# How to complete this task:
In the output, include exactly the lines from the beginning of the records up to and including the one that contains "0 #959597) drop-shadow(-2px", and leave out the pictures.

********

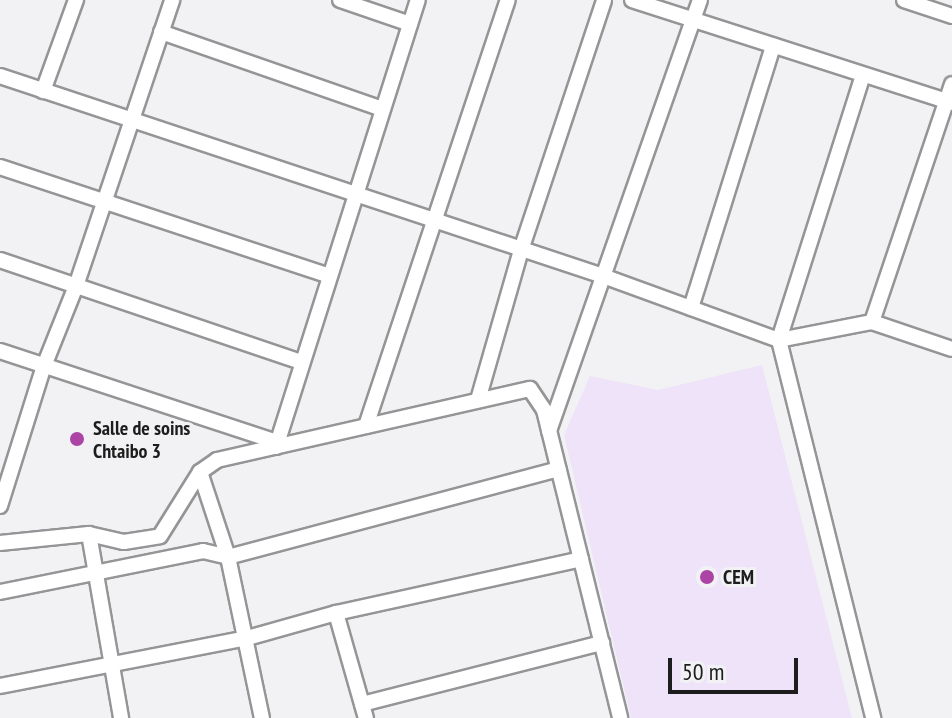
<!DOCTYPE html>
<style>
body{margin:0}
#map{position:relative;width:952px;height:718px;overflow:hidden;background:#f2f2f4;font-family:"PT Sans Narrow",sans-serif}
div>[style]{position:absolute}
.education>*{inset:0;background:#eee3f8}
.roads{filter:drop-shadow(2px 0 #959597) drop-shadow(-2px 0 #959597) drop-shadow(0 2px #959597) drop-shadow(0 -2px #959597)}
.street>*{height:14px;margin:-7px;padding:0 7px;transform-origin:7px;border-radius:7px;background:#fff}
.dots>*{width:22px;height:22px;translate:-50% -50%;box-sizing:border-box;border:4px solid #f2f2f4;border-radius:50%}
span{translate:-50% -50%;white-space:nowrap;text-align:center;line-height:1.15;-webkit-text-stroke:6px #f2f2f4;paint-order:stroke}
.poi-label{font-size:20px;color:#1d1d1d;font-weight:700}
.left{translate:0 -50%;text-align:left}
.scale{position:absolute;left:668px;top:658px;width:130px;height:36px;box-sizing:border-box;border:4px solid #1d1d1d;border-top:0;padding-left:10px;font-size:24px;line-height:28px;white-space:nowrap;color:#1d1d1d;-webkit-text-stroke:6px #f2f2f4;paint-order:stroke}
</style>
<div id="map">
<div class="education">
<div style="clip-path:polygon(762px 365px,852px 718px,631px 718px,564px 435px,590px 376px,658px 390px)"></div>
</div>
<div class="roads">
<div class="street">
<div style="left:340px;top:0;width:74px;rotate:18.9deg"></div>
<div style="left:632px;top:0;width:336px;rotate:17.8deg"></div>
<div style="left:904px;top:0;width:51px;rotate:18.4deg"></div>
<div style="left:161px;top:32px;width:234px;rotate:19.2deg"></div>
<div style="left:863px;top:75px;width:278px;rotate:107.6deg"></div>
<div style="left:779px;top:340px;width:390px;rotate:76deg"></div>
<div style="left:0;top:76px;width:635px;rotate:18.35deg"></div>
<div style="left:603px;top:276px;width:187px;rotate:20deg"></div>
<div style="left:779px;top:340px;width:95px;rotate:-11deg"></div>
<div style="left:872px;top:322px;width:84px;rotate:18.6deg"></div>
<div style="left:43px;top:91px;width:97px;rotate:-70.1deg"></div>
<div style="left:0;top:167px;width:347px;rotate:18.3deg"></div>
<div style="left:0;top:260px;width:319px;rotate:18.7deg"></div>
<div style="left:691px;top:308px;width:275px;rotate:-72.6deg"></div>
<div style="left:872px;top:322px;width:251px;rotate:-71.4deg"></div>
<div style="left:0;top:351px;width:292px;rotate:18.2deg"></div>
<div style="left:478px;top:400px;width:156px;rotate:-74deg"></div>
<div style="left:521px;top:250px;width:263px;rotate:-71.6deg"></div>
<div style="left:366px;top:426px;width:449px;rotate:-71.6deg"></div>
<div style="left:549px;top:431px;width:457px;rotate:-70.7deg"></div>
<div style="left:276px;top:447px;width:469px;rotate:-72.4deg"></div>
<div style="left:200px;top:472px;width:89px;rotate:71.8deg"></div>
<div style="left:228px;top:557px;width:165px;rotate:78.1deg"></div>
<div style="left:0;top:506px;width:147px;rotate:-72.6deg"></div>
<div style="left:44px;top:366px;width:86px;rotate:-68.2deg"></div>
<div style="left:76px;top:286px;width:302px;rotate:-71.4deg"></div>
<div style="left:89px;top:534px;width:187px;rotate:80.1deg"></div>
<div style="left:0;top:543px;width:89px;rotate:-5.8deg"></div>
<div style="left:89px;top:534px;width:36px;rotate:13deg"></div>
<div style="left:124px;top:542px;width:36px;rotate:-9deg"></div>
<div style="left:160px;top:536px;width:75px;rotate:-58deg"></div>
<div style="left:200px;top:472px;width:21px;rotate:-35deg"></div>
<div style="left:217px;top:460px;width:321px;rotate:-12.8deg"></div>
<div style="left:530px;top:389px;width:25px;rotate:56deg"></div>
<div style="left:544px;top:410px;width:317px;rotate:76.1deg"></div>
<div style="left:0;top:592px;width:207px;rotate:-11.4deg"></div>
<div style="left:203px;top:551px;width:26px;rotate:13deg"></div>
<div style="left:228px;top:557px;width:342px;rotate:-14.9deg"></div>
<div style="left:336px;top:613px;width:109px;rotate:74.1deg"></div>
<div style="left:0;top:686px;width:252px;rotate:-11deg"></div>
<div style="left:247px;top:638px;width:92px;rotate:-15.7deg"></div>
<div style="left:336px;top:613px;width:251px;rotate:-12.4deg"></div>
<div style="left:362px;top:704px;width:248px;rotate:-14.3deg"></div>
</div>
</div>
<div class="dots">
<div style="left:77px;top:439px;background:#ac44a6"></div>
<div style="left:707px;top:577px;background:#ac44a6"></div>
</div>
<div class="poi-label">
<span class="left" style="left:93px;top:440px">Salle de soins<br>Chtaibo 3</span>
<span class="left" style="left:723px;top:577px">CEM</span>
</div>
<div class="scale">50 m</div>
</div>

********

# Expected answer:
<!DOCTYPE html>
<style>
body{margin:0}
#map{position:relative;width:952px;height:718px;overflow:hidden;background:#f2f2f4;font-family:"PT Sans Narrow",sans-serif}
div>[style]{position:absolute}
.education>*{inset:0;background:#eee3f8}
.roads{filter:drop-shadow(2px 0 #959597) drop-shadow(-2px 0 #959597) drop-shadow(0 2px #959597) drop-shadow(0 -2px #959597)}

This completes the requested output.